From Henry Mensch on Facebook, this advice on the lifehacker (“Tips and downloads for getting things done”) site (by Adam Pash):
Email Writing Values: Concision, Concision, Concision (by Adam Pash)
Before we get started, I should preempt this post with a concise summary of the helpful suggestions below, in case you don’t want to wade through all that pesky text:
In your email, be brief and to the point.
Cut it down to subject only if you can with EOM.
For most email, try to keep it under five sentences.
What I noticed first was preempt, which is certainly the wrong word. Then the wordiness of the advice, going exactly against content of the advice. And, finally, the choice of concision rather than conciseness. Three very different considerations.
preempt. This verb has the generalized sense ‘act in advance to prevent or exclude something’, and that certainly isn’t what Pash had in mind. Preface would be the verb I’d use, but precede isn’t out of the question.
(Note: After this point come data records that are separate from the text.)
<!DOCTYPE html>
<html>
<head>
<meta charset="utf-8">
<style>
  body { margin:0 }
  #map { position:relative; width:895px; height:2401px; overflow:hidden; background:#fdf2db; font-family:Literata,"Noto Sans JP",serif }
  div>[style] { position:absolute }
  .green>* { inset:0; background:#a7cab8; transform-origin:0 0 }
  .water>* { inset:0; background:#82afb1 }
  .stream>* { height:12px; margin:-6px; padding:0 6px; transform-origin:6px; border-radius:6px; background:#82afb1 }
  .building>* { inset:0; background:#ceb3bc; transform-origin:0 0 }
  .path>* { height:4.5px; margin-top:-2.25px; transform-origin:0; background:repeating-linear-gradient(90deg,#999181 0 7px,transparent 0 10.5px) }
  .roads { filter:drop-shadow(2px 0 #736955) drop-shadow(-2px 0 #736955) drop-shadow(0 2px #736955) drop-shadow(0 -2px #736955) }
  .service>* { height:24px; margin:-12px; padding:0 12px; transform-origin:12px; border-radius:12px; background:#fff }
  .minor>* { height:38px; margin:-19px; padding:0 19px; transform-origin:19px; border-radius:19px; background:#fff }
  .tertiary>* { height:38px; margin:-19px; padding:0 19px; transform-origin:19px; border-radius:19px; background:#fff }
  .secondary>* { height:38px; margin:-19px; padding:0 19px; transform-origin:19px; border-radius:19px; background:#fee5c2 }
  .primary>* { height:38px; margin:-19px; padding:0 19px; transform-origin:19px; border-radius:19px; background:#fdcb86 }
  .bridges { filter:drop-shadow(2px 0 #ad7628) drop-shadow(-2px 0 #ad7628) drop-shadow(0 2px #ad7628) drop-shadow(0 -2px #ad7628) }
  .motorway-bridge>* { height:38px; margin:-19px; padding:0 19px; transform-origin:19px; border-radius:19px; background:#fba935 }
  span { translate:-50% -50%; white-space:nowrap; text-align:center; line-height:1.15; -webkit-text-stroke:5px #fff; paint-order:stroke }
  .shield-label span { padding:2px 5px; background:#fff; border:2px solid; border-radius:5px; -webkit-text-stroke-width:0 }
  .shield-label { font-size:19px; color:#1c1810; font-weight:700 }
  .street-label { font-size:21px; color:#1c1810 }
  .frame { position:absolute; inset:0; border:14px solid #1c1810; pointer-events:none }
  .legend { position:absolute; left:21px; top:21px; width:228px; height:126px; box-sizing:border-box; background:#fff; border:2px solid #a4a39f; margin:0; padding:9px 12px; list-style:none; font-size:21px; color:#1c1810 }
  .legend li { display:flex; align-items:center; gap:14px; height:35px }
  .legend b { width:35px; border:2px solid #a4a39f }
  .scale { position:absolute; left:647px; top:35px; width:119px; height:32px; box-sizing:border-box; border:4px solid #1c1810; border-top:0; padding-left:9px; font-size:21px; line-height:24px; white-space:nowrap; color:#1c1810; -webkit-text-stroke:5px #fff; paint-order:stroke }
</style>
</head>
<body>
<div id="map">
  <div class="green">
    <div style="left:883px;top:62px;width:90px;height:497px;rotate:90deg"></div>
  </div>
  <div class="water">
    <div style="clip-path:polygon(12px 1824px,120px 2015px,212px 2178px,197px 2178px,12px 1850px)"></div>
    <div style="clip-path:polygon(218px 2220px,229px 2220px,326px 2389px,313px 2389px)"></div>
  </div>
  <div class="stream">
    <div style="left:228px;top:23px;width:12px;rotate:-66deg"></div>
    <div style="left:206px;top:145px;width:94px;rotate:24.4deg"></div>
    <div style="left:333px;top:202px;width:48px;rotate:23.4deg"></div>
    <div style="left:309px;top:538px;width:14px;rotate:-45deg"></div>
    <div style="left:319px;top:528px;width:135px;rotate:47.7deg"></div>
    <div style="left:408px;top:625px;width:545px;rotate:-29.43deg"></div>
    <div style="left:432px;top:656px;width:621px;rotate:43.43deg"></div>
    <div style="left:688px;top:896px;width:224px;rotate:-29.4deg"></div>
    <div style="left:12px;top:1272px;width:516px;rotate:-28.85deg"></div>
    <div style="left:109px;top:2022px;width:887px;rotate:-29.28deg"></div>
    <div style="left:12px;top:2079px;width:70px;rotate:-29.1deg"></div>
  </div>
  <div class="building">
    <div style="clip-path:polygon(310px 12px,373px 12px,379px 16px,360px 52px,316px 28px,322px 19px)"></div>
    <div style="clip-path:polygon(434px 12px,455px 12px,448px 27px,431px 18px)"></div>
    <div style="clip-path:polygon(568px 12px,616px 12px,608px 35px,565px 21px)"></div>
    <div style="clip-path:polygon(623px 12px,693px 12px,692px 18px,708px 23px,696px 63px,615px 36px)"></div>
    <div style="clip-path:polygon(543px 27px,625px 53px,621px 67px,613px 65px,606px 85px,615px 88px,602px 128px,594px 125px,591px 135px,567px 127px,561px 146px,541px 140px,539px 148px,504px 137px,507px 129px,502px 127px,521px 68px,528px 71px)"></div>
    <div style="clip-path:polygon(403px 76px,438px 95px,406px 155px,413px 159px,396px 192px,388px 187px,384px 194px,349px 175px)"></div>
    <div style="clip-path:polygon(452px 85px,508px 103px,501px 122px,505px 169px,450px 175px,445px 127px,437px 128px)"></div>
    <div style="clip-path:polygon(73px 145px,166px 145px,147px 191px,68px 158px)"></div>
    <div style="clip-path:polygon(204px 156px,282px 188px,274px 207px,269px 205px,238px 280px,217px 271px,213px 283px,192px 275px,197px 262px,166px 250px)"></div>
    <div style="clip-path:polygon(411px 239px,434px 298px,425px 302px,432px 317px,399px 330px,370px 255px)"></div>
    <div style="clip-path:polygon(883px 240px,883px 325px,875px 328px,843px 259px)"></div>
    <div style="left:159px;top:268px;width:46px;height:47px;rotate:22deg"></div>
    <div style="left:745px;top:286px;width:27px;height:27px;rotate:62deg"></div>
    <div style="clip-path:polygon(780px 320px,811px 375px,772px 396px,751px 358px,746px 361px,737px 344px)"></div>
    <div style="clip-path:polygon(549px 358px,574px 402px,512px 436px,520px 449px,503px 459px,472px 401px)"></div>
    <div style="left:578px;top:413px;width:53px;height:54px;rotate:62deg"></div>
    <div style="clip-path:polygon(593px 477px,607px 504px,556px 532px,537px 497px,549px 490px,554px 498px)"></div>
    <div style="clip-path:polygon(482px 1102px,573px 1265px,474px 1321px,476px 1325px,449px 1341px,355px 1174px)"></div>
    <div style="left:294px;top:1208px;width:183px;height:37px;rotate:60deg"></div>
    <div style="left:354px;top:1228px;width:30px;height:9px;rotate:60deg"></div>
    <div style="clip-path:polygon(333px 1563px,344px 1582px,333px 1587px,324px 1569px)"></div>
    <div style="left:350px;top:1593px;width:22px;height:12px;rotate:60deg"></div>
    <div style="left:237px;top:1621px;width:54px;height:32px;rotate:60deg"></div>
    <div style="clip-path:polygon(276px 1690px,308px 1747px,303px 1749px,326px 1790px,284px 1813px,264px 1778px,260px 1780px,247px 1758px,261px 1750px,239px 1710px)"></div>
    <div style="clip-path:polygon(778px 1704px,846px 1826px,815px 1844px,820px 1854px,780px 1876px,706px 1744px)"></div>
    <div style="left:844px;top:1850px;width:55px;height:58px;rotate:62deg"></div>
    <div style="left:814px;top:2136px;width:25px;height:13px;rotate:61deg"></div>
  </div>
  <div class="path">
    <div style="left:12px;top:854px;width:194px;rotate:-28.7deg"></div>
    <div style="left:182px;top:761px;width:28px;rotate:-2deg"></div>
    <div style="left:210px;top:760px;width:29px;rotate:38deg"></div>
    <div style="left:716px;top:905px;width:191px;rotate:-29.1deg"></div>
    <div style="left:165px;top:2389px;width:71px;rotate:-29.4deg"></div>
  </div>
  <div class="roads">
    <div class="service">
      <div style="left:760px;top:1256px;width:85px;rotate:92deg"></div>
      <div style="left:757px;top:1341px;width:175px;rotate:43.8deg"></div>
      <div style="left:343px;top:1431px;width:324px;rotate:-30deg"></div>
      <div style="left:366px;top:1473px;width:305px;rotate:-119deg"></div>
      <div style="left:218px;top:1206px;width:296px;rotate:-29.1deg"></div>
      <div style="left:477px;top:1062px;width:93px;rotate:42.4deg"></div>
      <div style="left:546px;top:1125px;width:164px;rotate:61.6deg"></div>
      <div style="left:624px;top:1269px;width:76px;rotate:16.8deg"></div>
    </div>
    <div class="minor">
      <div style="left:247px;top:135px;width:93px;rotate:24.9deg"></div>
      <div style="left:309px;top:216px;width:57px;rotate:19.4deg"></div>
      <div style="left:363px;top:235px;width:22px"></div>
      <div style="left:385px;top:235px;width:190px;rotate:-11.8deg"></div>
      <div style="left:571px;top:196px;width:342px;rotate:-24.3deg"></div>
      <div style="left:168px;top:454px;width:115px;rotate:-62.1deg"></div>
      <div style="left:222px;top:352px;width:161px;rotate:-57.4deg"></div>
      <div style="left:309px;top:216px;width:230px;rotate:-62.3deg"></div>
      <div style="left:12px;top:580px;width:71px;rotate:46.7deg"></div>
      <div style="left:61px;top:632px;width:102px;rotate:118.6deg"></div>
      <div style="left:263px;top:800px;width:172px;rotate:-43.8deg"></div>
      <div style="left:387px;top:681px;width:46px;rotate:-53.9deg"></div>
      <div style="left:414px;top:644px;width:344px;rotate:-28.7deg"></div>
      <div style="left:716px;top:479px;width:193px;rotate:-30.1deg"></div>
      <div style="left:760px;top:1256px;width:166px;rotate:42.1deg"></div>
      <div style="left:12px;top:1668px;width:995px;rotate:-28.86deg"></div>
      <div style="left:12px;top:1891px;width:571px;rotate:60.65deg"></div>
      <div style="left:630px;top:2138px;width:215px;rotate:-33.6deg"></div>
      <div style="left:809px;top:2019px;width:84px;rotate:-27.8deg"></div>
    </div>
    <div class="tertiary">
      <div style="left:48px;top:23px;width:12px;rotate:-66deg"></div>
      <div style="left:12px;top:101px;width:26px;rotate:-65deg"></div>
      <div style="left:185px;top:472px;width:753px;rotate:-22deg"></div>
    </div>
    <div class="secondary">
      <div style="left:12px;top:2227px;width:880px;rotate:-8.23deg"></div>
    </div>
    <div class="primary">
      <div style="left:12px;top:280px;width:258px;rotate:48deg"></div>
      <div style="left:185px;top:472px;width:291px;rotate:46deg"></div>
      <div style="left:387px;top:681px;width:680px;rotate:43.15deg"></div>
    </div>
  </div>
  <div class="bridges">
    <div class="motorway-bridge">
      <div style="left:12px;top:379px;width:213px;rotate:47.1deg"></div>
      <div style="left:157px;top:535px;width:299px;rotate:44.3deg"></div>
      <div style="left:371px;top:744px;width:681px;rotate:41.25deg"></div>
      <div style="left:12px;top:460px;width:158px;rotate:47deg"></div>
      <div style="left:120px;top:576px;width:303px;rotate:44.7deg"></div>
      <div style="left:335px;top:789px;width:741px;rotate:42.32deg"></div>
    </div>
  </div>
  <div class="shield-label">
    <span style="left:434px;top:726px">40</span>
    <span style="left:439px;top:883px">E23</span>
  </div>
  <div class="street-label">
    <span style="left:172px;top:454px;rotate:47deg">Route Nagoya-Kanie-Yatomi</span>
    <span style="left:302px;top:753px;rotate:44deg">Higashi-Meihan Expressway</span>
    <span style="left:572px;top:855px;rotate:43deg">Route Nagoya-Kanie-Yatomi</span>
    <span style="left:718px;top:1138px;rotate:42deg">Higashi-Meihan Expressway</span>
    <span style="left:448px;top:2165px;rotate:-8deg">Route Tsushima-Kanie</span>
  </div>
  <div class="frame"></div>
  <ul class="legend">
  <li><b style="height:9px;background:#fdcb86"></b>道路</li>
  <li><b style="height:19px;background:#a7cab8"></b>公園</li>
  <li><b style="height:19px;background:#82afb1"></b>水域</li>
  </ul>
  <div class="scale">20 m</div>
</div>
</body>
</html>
In any case, preempt is a malapropism of one sort or another — a classical malaprop (the word Pash intended, but not one appropriate for the contexr) or a Fay-Cutler malaprop (an inadvertent error in word retrieval, based on phonological and morphological similarity).
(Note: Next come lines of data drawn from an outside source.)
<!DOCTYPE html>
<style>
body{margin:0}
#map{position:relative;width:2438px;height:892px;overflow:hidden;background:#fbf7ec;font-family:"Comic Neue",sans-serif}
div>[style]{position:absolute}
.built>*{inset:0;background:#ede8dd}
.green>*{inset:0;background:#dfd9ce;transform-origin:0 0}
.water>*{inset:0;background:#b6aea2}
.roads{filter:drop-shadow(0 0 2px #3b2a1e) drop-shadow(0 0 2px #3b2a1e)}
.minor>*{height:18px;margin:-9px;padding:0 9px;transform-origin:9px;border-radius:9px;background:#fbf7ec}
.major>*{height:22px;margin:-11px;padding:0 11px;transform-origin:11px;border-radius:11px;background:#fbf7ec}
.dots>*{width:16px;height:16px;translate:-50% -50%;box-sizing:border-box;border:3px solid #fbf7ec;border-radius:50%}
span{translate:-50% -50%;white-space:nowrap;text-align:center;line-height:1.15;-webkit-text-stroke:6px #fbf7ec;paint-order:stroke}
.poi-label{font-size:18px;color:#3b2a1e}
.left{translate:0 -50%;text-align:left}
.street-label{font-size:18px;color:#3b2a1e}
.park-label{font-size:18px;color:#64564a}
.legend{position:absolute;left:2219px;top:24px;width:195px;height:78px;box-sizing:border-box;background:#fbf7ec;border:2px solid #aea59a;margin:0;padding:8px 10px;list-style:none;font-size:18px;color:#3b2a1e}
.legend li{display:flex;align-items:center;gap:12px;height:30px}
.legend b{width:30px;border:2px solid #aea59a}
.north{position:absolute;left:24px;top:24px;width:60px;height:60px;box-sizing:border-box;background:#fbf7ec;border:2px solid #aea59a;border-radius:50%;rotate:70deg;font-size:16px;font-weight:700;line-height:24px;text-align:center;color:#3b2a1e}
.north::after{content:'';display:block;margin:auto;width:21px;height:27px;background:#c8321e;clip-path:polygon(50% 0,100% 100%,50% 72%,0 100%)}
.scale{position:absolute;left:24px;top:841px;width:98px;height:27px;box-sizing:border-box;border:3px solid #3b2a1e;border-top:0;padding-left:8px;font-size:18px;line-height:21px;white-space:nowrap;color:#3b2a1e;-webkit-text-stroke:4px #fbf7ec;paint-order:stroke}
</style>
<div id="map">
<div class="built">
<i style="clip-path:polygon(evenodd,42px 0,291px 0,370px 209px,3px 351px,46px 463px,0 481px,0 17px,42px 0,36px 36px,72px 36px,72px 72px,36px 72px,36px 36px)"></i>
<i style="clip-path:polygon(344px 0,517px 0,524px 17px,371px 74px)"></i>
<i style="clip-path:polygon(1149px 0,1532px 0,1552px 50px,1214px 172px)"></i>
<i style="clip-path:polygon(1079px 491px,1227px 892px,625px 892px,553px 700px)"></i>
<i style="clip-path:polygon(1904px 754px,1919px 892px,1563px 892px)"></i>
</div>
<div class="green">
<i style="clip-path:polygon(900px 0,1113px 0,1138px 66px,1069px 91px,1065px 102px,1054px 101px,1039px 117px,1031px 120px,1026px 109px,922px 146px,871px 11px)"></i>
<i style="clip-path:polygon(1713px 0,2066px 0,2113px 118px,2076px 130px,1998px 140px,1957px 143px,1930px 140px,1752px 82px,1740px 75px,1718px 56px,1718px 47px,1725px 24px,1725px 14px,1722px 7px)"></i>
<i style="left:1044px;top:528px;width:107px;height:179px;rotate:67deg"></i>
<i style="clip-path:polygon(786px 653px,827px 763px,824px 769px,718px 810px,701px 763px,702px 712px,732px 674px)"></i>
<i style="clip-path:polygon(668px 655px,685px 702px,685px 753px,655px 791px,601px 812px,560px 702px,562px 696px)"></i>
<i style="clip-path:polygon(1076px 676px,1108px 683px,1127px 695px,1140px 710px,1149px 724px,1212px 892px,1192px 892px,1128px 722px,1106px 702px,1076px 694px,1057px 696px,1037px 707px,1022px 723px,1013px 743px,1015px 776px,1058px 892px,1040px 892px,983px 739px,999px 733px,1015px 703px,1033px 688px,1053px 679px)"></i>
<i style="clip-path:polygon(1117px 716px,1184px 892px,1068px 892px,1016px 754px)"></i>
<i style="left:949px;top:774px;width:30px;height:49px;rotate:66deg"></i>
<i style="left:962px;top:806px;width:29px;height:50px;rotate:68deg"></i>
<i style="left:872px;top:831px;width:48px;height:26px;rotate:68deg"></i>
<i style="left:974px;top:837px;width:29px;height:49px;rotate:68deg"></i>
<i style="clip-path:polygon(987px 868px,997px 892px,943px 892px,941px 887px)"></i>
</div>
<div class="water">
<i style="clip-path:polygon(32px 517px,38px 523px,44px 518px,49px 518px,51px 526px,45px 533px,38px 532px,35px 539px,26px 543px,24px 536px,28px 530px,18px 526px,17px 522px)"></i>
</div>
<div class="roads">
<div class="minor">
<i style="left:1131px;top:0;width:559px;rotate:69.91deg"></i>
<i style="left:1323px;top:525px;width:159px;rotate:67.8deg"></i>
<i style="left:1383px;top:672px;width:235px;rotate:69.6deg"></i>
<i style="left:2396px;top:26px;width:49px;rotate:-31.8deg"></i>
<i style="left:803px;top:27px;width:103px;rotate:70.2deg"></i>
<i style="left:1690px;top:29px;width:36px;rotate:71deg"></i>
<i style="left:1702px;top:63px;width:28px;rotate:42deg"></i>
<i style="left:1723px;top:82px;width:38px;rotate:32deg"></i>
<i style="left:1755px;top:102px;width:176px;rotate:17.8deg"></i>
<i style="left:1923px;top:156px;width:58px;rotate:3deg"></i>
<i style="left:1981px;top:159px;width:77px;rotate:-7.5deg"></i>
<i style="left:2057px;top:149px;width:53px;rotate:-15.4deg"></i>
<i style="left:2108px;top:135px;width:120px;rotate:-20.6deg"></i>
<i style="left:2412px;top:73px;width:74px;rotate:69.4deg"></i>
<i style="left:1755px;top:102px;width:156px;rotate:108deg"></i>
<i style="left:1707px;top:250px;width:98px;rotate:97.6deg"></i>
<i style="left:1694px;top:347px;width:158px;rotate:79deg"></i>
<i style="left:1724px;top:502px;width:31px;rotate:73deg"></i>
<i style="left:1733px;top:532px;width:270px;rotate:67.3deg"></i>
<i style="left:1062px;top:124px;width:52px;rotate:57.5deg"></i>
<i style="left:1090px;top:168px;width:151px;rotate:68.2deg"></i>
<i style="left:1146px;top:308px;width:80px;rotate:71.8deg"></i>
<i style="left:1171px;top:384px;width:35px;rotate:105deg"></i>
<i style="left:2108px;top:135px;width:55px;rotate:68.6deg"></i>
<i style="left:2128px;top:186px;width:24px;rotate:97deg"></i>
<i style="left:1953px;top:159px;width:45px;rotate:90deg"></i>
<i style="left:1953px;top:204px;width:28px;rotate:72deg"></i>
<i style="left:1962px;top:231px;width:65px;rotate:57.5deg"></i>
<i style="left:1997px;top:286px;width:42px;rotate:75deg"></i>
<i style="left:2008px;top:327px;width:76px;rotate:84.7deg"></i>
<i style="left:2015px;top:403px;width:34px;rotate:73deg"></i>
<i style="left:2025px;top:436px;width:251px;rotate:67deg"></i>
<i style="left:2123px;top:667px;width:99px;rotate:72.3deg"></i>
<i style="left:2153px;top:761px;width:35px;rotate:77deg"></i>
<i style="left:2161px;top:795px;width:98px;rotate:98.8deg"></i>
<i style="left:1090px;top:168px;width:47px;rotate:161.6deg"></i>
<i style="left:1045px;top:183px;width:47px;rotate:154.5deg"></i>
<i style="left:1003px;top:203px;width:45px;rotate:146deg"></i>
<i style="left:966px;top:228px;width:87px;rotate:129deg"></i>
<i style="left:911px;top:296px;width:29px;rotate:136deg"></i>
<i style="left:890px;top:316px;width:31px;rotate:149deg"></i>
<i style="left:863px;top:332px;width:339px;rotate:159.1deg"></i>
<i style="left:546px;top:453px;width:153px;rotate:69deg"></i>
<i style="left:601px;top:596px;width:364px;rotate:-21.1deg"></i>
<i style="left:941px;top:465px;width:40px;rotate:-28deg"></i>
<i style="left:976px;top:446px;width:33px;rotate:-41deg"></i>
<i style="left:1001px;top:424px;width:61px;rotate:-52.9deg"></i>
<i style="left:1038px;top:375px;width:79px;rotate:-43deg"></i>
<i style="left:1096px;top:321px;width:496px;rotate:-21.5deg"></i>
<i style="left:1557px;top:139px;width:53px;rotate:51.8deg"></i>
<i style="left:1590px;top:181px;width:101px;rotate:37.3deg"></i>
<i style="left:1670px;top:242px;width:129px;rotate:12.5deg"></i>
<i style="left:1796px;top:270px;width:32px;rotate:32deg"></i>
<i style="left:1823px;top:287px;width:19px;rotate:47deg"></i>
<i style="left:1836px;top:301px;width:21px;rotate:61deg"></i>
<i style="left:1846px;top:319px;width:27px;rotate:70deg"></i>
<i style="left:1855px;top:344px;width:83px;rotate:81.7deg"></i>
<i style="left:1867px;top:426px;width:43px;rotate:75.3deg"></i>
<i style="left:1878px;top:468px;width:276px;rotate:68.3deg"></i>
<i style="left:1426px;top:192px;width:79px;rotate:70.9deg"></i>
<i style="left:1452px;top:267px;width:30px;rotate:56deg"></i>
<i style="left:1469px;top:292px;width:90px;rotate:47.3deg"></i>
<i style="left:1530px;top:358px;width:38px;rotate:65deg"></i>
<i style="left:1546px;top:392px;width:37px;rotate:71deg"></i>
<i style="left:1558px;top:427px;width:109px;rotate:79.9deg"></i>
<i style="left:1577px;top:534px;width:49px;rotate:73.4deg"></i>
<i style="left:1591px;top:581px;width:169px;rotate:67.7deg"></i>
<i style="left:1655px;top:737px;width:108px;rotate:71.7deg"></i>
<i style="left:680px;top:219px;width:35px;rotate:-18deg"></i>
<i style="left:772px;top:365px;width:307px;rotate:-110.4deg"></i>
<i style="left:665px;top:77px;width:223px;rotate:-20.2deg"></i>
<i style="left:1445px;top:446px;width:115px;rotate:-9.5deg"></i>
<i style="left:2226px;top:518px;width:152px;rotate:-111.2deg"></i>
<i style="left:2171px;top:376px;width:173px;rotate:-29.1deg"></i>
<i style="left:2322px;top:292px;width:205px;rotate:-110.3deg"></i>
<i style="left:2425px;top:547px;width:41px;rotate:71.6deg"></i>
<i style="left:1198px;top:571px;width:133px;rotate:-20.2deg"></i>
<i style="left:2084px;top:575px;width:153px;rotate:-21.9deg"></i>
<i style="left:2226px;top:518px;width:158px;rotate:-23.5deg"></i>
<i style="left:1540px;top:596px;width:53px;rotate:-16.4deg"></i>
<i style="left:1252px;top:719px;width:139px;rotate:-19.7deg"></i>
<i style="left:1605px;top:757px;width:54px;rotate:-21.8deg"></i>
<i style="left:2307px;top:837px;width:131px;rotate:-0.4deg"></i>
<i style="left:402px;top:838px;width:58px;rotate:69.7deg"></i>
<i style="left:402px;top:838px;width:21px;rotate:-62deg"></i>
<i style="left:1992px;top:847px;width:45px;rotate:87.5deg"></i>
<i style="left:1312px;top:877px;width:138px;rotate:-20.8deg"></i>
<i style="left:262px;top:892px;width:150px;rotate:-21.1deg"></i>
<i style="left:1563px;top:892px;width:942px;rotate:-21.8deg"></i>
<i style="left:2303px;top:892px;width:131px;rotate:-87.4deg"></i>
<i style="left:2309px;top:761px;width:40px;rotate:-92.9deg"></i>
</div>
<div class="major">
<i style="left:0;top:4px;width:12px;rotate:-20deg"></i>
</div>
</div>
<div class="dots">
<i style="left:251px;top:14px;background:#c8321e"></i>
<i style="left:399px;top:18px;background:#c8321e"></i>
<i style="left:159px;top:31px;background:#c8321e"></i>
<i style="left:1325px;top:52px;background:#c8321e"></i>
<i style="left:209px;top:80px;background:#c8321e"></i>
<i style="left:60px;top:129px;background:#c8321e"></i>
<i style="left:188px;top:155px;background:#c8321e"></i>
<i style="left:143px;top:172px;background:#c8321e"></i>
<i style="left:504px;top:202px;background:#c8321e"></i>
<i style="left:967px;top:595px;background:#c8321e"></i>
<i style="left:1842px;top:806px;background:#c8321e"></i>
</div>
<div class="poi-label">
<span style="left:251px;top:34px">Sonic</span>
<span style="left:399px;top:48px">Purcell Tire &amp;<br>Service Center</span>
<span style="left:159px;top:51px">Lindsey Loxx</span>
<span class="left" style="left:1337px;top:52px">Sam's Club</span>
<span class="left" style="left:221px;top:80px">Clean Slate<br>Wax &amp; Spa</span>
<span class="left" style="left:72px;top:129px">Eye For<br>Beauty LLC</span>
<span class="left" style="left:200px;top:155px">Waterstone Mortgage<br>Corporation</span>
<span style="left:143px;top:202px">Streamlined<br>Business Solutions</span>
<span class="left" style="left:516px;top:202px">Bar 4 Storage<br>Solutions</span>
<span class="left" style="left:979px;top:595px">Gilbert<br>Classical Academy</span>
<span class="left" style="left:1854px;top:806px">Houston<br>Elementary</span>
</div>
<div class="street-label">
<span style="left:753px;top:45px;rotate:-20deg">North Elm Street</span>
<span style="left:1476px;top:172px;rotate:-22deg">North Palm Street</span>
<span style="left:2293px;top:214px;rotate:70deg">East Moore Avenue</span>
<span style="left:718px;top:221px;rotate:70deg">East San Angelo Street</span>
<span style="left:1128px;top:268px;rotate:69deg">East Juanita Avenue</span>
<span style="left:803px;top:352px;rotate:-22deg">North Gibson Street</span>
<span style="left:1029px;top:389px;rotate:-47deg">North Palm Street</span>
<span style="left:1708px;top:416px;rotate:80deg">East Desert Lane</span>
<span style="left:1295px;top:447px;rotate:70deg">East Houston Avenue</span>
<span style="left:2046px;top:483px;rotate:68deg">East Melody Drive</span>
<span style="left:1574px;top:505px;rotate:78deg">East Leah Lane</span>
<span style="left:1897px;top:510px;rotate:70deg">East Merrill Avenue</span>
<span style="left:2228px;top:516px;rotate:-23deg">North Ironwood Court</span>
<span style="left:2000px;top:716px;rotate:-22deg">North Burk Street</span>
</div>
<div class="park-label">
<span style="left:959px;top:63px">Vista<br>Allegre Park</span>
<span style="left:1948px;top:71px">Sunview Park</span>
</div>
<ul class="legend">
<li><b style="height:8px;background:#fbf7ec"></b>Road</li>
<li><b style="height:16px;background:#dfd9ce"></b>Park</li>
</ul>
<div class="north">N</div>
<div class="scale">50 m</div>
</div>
Wordiness. “Before we start, I should [preface] this post with …” is a drastically inauspicious beginning for a posting about concision (or conciseness): it declares a preface twice, once in “before we start” and again in “I should [preface] this post with …” Now, saying things twice, in different words, isn’t always a bad idea — it can be a rhetorical strategy for emphasis, as in “concision, concision, concision” — but in this case, I can see no reason for hammering home an introductory flourish. “First, a concise summary of …”, or something along those lines, would do just fine.
concision, conciseness. Concision isn’t the noun I would have chosen, though it’s not in any sense wrong; to me, it feels stiff, learnèd, or technical, in contrast to the neutral conciseness. In company with me is Fowler (1926), who preferred conciseness and labeled concision a “literary critics’ word”, and Wilson’s Columbia Guide to Standard American English (1993), which notes that the two words are essentially the same in meaning but that concision “is a very low frequency word today”.
Now there’s a problem, since MWDEU‘s (1989) account of the alternatives notes that “Concision appears in our files with a bit more frequency than conciseness.” This contradicts Wilson’s assessment of frequency, which was either off-the-cuff (representing his own preferred usage) or based on another set of files. However, such files tend to have a substantial bias towards variants that the staff readers feel are notable, so that minority variants can appear to be somewhat more frequent than actual majority variants.
Fortunately, there are now ways of looking at relative frequencies. Here’s a Google Ngram of the two variants:
You’ll see that conciseness was long the clearly preferred variant, but that it’s been declining steadily over the years, while concision has been rising only modestly — it’s worth noting that neither variant is especially common these days (suggesting that the topic is no longer of pressing interest) — so that though conciseness is still in the lead, concision is not substantially rarer than it; neither variant is remarkable vis-a-vis the other.
Summary: concision isn’t notable, but the other two features (the malaprop preempt, the wordy intro) are, and they make me wonder how dependable other advice from lifehacker is.
September 25, 2012 at 8:26 am |
It’s certainly not elegant writing, but … from the context, I think he might have meant “preempt” in the sense “make reading the post unnecessary”; follow the three little rules and you won’t have to “wade through all that pesky text” below that explains them further.
September 25, 2012 at 8:41 am |
Good point. Preempt still strikes me as odd, though.
September 26, 2012 at 1:44 am |
I agree. He doesn’t mean “preface”, he means “tl:dr”. He’s saying he’s going to give it to you quickly before /in case you stop reading his wall o’ text. It’s “preempt” because he’s doing this before you stop, instead of summarizing at the end. I’m not sure there’s a one-word verb for that. Maybe “preempt your leaving”?